The base price for a digital camera is $5,600 and the VHS tape cameras start at $3,000, according to Walter.
Adding in the microphone and tape guard and other features brings the price for the lowest-priced VHS camera up to $4,300.
"They're pretty expensive," Walter said.
The radar guns aren't as important because the department rarely does traffic control. "I think we wrote one ticket this year," he recalled, "and he was doing 96 in a school zone so I thought he needed a ticket."
Radar guns can, however, provide probable cause for a vehicle stop, Walter said. He recalled one instance in which a vehicle stop enabled by the radar gun resulted in the arrest of a person who had a car full of stolen car stereos. Walter said they would just need one of the cheapest models which cost about $1,600.
The MoDOT program will also provide 100 percent funding for overtime on special interdiction activities, Walter said.
Walter also reported he is applying for funding from the Justice Assistance Grant Program which will replace Local Law Enforcement Block Grant programs with a single mechanism to simplify administration for grantees if it gets congressional approval. JAG does appear in the president's proposed budget for fiscal year 2005.
"We applied for the grant and we have a public hearing Thursday," Walter said. He said he is applying for just under $16,000 to fund a Sheriff's Emergency Response Team.
Walter also reported on the jail. "The two things they asked for were phones and TVs," he said.
Phones are presently being installed by Evercom at no cost to the county as the county will split prisoner phone revenue with the company. Phones lines went in a couple of weeks ago and the rest of the equipment is slated for installation beginning June 13.

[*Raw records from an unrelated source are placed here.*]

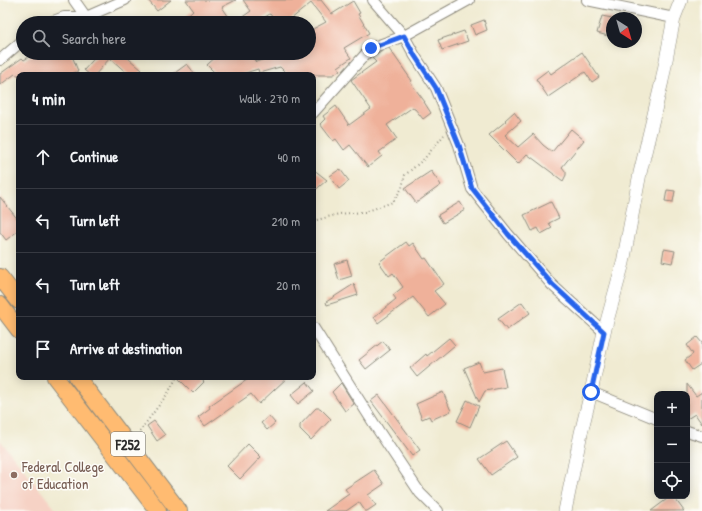 <!DOCTYPE html>
<meta charset="utf-8">
<style>
:root{--surface:#171b24;--page:#242831;--text:#f1f3f6;--muted:#9ea1a6;--line:#363941}
body{margin:0;font-family:"Patrick Hand",sans-serif;background:var(--page);color:var(--text)}
.controls{position:absolute;right:12px;bottom:12px;display:grid;overflow:hidden;border-radius:8px;box-shadow:0 2px 10px #0003}
.controls button{width:36px;height:36px;display:grid;place-items:center;padding:0;border:0;border-bottom:1px solid var(--line);background:var(--surface);color:var(--text);font:20px sans-serif}
.compass{position:absolute;left:606px;top:12px;width:36px;height:36px;border-radius:50%;background:var(--surface);box-shadow:0 2px 10px #0003;rotate:143deg}
.stop{position:absolute;width:12px;height:12px;margin:-9px;border:3px solid #2563eb;border-radius:50%;background:#fff}
.stop.end{background:#2563eb;border-color:#fff;box-shadow:0 1px 4px #0008}
.list{margin:0;padding:0;list-style:none}
h2{display:flex;justify-content:space-between;align-items:center;height:52px;margin:0;padding:0 16px;font-size:17px}
h2 small{font-size:13px;font-weight:400;color:var(--muted)}
.list li{display:grid;grid-template-columns:26px 1fr auto;gap:12px;align-items:center;box-sizing:border-box;height:64px;padding:0 16px;border-top:1px solid var(--line)}
.list b{display:block;font-size:15px;white-space:nowrap}
.list em{font-size:13px;font-style:normal;color:var(--muted)}
.icon{flex:none;width:22px;height:22px;fill:none;stroke:currentColor;stroke-width:2;stroke-linecap:round;stroke-linejoin:round}
.map{position:relative;flex:none;width:702px;height:511px;overflow:hidden}
.search{position:absolute;background:var(--surface);box-shadow:0 2px 10px #0003;left:16px;top:16px;width:300px;height:44px;display:flex;align-items:center;gap:10px;box-sizing:border-box;padding:0 14px;border-radius:22px;color:var(--muted);font-size:15px}
.panel{position:absolute;background:var(--surface);box-shadow:0 2px 10px #0003;left:16px;top:72px;width:300px;height:308px;border-radius:8px}
.map>svg:first-child{display:block}
.built{fill:#f6d2c5}
.building{fill:#efb19a}
.lines{fill:none;stroke-linecap:round;stroke-linejoin:round}
.minor-casing{stroke:#8e8b7e;stroke-width:12}
.tertiary-casing{stroke:#8e8b7e;stroke-width:14}
.primary-casing{stroke:#8e8b7e;stroke-width:18}
.path{stroke:#8e8b7e;stroke-width:2;stroke-dasharray:1 3;stroke-linecap:butt}
.minor{stroke:#fff;stroke-width:10}
.tertiary{stroke:#fff;stroke-width:13}
.primary{stroke:#ffbb71;stroke-width:16}
.route{stroke:#2563eb;stroke-width:5}
.education-dot{fill:#8d6e63;stroke:#fdfcf7;stroke-width:1.5}
.labels{text-anchor:middle;dominant-baseline:central;stroke-width:3;stroke-linejoin:round;paint-order:stroke}
.shield{fill:#fdfcf7;stroke:#6a6a68;stroke-width:1}
.shield-label{font-size:14px;font-weight:bold;fill:#2b2b2b}
.education-label{font-size:15px;fill:#785e54;stroke:#fdfcf7;text-anchor:start}
</style>
<div class="map">
<svg width="702" height="511" viewBox="0 0 702 511">
<rect width="100%" height="100%" fill="#fdfcf7"/>
<filter id="ink" filterUnits="userSpaceOnUse"><feTurbulence type="fractalNoise" baseFrequency=".025" numOctaves="2"/><feDisplacementMap in="SourceGraphic" scale="8" xChannelSelector="R" yChannelSelector="G"/><feConvolveMatrix kernelMatrix="1 2 1 2 8 2 1 2 1" color-interpolation-filters="sRGB"/></filter>
<filter id="wash" filterUnits="userSpaceOnUse"><feTurbulence type="fractalNoise" baseFrequency=".012" numOctaves="4" result="noise"/><feDisplacementMap in="SourceGraphic" scale="16" xChannelSelector="R" yChannelSelector="G"/><feGaussianBlur stdDeviation="0.9" result="paint"/><feColorMatrix in="noise" values="0 0 0 0 0 0 0 0 0 0 0 0 0 0 0 0 0 1.4 0 .05"/><feComposite in="paint" operator="in"/></filter>
<g filter="url(#wash)">
<rect width="100%" height="100%" fill="#f0ebd2"/>
<path class="built" d="M0,440L57,511H0Z"/>
<g id="blocks">
<path class="building" d="M148,0H171L157,11Z
M186,0H236L222,7L233,23H179L193,10Z
M243,0H321L332,14L353,1L360,13L358,14L369,33L344,48L351,58L338,67L340,70L333,75H288L280,67L259,73L258,69L239,75H217L207,65L220,53H248L256,62L275,56L293,53H309V31L326,22L311,3L286,23H277L270,14L255,23H234L251,11Z
M602,16L612,18V37L597,33Z
M484,20L487,30L475,35L471,25Z
M464,31L468,41L442,50L438,40Z
M389,48L412,81L410,82L425,102H424L431,113L423,119L415,109H414L413,107L387,125L397,139L379,152L382,156L368,167L350,145L344,150L336,139L333,141L320,124L325,119L323,116L336,106L349,125L371,109L351,80L376,62L372,58L382,51Z
M582,52L599,77L592,82L585,72L548,97L536,79L548,70L551,74Z
M35,53H71L78,71L69,75H16L15,74L0,85V74L22,58L24,60Z
M99,53H122L142,70L137,75H129L110,58L95,75H90L84,70Z
M187,64L196,75H172Z
M514,112L521,121L505,135L518,147L533,134L543,145L552,152L571,129L584,140L562,167L566,172V175L563,181L527,154L518,164L489,135L506,121L505,120Z
M313,169L327,180L313,192Z
M340,169L349,181L339,189L330,176Z
M431,171L441,185L416,203L405,188Z
M667,190L675,191L673,202L665,201Z
M0,197L19,221V230L6,240L0,232Z
M460,202L465,210L443,223L438,215Z
M551,202L559,218L549,223L552,228L541,234L538,228L532,231L524,215Z
M406,242L409,246L413,243L424,259L426,258L444,284L434,291L445,304L429,317L413,297L378,323L374,317L396,299L393,295L403,287L393,273L389,276L379,262Z
M664,249L675,251L672,263L662,261Z
M347,260L352,276L339,280L334,264Z
M354,284L358,295L327,305L326,302Z
M522,302L530,313L507,330L498,319Z
M697,337L702,343V365L701,364L692,370L685,360L693,354L687,345Z
M449,338L455,345L417,377L410,368L426,354L427,356Z
M383,341L390,350L366,369L359,360Z
M479,362L483,372L502,368L506,387L485,391L479,402L464,368Z
M177,377H199L204,382L193,393Z
M251,377H288L259,404L251,394L205,426L198,417L210,408L209,406Z
M307,382L314,391L298,404L291,395Z
M341,383L354,404L345,411L332,392Z
M687,384L696,396L702,392V424L695,414L687,419Z
M443,392L451,411L431,420L429,416L422,419L416,404Z
M379,395L420,450L412,456L371,401Z
M467,400L479,406L470,427L457,421Z
M316,408H320L331,419L311,440L300,429V425Z
M269,416L275,423L267,430L261,423Z
M154,421L165,435L157,441L147,426Z
M506,441L517,457L491,475L479,459Z
M248,444L261,457L240,479L227,466Z
M374,470L384,484L368,495L376,505L367,511H365L359,502L346,511H325L349,494L345,489Z
M671,496H673L684,511H651Z"/>
</g>
</g>
<g filter="url(#ink)">
<use href="#blocks" fill-opacity="0" stroke="#8e8b7e" stroke-width="1"/>
<g class="lines">
<g class="minor-casing">
<path id="minor" d="M74,0L86,17
M373,0L404,36L415,56L436,88L459,145L472,189L508,234L552,285L604,332
M587,0L674,18
M48,23L64,17H86L125,0
M0,60L23,40
M313,113L371,48L404,36L469,0
M313,327L378,430L420,493L438,511
M591,392L657,419
M687,431L702,436"/>
</g>
<g class="tertiary-casing">
<path id="tertiary" d="M565,511L581,433L591,392L604,332L623,263L640,173L662,81L674,18L681,0"/>
</g>
<g class="primary-casing">
<path id="primary" d="M0,277L19,301
M0,305L19,330
M55,377L158,511
M77,377L179,511"/>
</g>
<path class="path" d="M313,221L339,214L365,212L393,202L402,188L405,175L424,159L444,135
M137,435L168,393L177,377"/>
<use href="#minor" class="minor"/>
<use href="#tertiary" class="tertiary"/>
<use href="#primary" class="primary"/>
</g>
</g>
<g class="lines" filter="url(#ink)">
<path class="route" d="M371,48L404,36L415,56L436,88L459,145L472,188L508,234L552,284L604,332L591,392"/>
</g>
<circle class="education-dot" cx="14" cy="475" r="4"/>
<g class="labels">
<rect class="shield" x="111" y="432" width="34" height="24" rx="3"/>
<g class="shield-label">
<text x="128" y="444">F252</text>
</g>
<g class="education-label">
<text x="22" y="466">Federal College<tspan x="22" dy="17">of Education</tspan></text>
</g>
</g>
</svg>
<div class="controls">
<button>+</button>
<button>−</button>
<button><svg class="icon" aria-label="locate" viewBox="0 0 24 24"><circle cx="12" cy="12" r="6"/><path d="M12 2v4M12 18v4M2 12h4M18 12h4"/></svg></button>
</div>
<svg class="compass" viewBox="-18 -18 36 36"><path d="M0-13l5 13h-10z" fill="#e53935"/><path d="M0 13l5-13h-10z" fill="#9ea1a6"/></svg>
<div class="stop" style="left:591px;top:392px"></div>
<div class="stop end" style="left:371px;top:48px"></div>
<div class="search"><svg class="icon" aria-label="search" viewBox="0 0 24 24"><circle cx="10" cy="10" r="6"/><path d="M15 15l6 6"/></svg>Search here</div>
<section class="panel">
<h2>4 min<small>Walk · 270 m</small></h2>
<ul class="list">
<li><svg class="icon" aria-label="ahead" viewBox="0 0 24 24"><path d="M12 20V5M6 11l6-6 6 6"/></svg><div><b>Continue</b></div><em>40 m</em></li>
<li><svg class="icon" aria-label="left" viewBox="0 0 24 24"><path d="M17 20v-9H6M10 6l-5 5 5 5"/></svg><div><b>Turn left</b></div><em>210 m</em></li>
<li><svg class="icon" aria-label="left" viewBox="0 0 24 24"><path d="M17 20v-9H6M10 6l-5 5 5 5"/></svg><div><b>Turn left</b></div><em>20 m</em></li>
<li><svg class="icon" aria-label="arrive" viewBox="0 0 24 24"><path d="M6 21V4h12l-3 4 3 4H6"/></svg><div><b>Arrive at destination</b></div></li>
</ul>
</section>
</div>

As for the TVs, Walter said he is waiting for money from concession sales at the jail to accumulate to make the purchase. "It's going to be their money," Walter said.
The sheriff said TVs can be a tool to provide incentive for prisoners to behave well, "but I'm not in any big rush - I've got better things to spend money on than TVs."
In other county business, commissioners reported the recent tire roundup was a success bringing in 3,000 tires that might have ended up in county ditches or road right-of-ways.
Bootheel Solid Waste District picked up 2,000 of the tires Saturday.